Giovanni da Udine
From The Art and Popular Culture Encyclopedia
Giovanni Nanni, also Giovanni de' Ricamatori, better known as Giovanni da Udine (1487-1564), was an Italian painter and architect born in Udine. He should not be confused with Martino da Udine, otherwise known as Pellegrino da San Daniele (1467-1547).
As a student and assistant of Raphael, he was responsible for most of the "decorative" (i.e. non-narrative) elements of the major Raphaellesque projects in Rome, and he was a specialist in fresco and stucco grotesque decorations. These included the stucco work in the Loggia di Raffaello (Vatican, 1517-1519) and the heavy fruit-laden swags in the loggia di psiche in the Villa Farnesina.

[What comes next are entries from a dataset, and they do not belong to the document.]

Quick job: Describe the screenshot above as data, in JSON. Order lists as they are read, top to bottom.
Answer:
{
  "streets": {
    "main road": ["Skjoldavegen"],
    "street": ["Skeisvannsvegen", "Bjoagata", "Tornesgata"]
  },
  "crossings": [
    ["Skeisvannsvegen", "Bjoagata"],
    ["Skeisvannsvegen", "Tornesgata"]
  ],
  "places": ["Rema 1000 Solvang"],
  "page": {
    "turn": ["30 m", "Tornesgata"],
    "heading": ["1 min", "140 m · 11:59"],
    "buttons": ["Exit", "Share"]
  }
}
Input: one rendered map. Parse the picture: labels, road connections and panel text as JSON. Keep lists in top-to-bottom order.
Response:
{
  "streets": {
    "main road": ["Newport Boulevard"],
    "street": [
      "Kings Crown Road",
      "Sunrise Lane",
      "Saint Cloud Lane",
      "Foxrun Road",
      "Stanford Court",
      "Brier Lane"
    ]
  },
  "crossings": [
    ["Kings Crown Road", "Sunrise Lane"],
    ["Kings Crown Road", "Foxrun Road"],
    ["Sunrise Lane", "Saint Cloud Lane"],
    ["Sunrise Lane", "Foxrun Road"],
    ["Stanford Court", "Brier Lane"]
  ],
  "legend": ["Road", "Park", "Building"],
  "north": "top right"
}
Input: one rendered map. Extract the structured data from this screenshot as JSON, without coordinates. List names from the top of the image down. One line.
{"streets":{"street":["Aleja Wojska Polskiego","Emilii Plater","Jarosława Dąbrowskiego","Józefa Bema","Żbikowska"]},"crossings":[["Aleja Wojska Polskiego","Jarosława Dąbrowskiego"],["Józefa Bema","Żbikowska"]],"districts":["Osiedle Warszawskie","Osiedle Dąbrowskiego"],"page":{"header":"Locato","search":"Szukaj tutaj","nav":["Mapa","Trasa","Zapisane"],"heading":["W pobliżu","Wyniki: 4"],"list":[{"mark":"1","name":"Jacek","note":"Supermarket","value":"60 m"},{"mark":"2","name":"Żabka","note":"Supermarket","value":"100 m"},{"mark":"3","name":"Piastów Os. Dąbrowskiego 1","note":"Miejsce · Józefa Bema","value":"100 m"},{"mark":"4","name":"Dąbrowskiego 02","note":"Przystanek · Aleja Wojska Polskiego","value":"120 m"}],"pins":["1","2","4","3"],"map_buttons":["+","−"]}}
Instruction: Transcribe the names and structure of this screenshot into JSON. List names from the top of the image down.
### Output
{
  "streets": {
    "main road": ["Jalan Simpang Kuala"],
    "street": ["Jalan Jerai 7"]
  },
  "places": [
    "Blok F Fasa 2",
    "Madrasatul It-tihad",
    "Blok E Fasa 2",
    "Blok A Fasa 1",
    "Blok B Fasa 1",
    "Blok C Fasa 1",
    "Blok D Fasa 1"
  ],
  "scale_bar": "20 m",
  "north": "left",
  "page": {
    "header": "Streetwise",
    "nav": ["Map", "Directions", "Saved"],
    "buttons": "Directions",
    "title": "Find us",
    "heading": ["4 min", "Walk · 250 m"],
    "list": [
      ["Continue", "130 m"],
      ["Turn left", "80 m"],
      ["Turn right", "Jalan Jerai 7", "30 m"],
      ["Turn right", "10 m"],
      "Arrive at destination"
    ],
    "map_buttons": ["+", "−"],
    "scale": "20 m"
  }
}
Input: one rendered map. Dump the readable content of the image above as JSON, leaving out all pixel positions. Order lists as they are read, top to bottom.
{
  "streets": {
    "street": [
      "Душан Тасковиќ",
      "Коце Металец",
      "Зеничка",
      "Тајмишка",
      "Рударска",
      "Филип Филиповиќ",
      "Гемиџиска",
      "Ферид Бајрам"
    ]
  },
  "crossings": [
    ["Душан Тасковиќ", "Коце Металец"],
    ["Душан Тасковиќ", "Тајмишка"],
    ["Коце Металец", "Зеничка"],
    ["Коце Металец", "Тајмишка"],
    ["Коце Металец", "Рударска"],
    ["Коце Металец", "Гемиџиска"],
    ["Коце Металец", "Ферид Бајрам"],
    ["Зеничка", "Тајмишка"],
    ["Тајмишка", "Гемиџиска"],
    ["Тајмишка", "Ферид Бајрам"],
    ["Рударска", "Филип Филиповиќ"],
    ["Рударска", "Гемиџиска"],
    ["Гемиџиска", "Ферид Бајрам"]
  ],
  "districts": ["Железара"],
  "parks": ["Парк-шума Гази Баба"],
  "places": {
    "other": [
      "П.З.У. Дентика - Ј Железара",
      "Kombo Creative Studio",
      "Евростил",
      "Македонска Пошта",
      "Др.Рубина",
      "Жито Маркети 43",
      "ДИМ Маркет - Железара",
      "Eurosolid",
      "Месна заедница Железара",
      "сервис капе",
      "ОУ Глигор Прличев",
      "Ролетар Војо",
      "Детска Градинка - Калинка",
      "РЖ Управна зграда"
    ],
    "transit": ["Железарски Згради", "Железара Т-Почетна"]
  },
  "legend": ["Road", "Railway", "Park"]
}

He also assisted in the construction of a few monumental fountains, which are now destroyed.
After the death of Raphael, da Udine continued to work on projects initiated by his master, namely the Villa Madama in Rome. He continued his work until the sack of Rome (1527) when he departed to work in Florence, where he worked on the stuccoes in Sagrestia Nuova in San Lorenzo, and Venice, where he worked on the stucco decoration in the Palazzo Grimani, around 1540.
In Udine, he worked as an architect on the Torre dell'Orologio (Clock-Tower) and the Fontana di Piazza Nuova (Piazza Nuova Fountain). In Cividale, he helped in the construction of Santa Maria dei Battuti.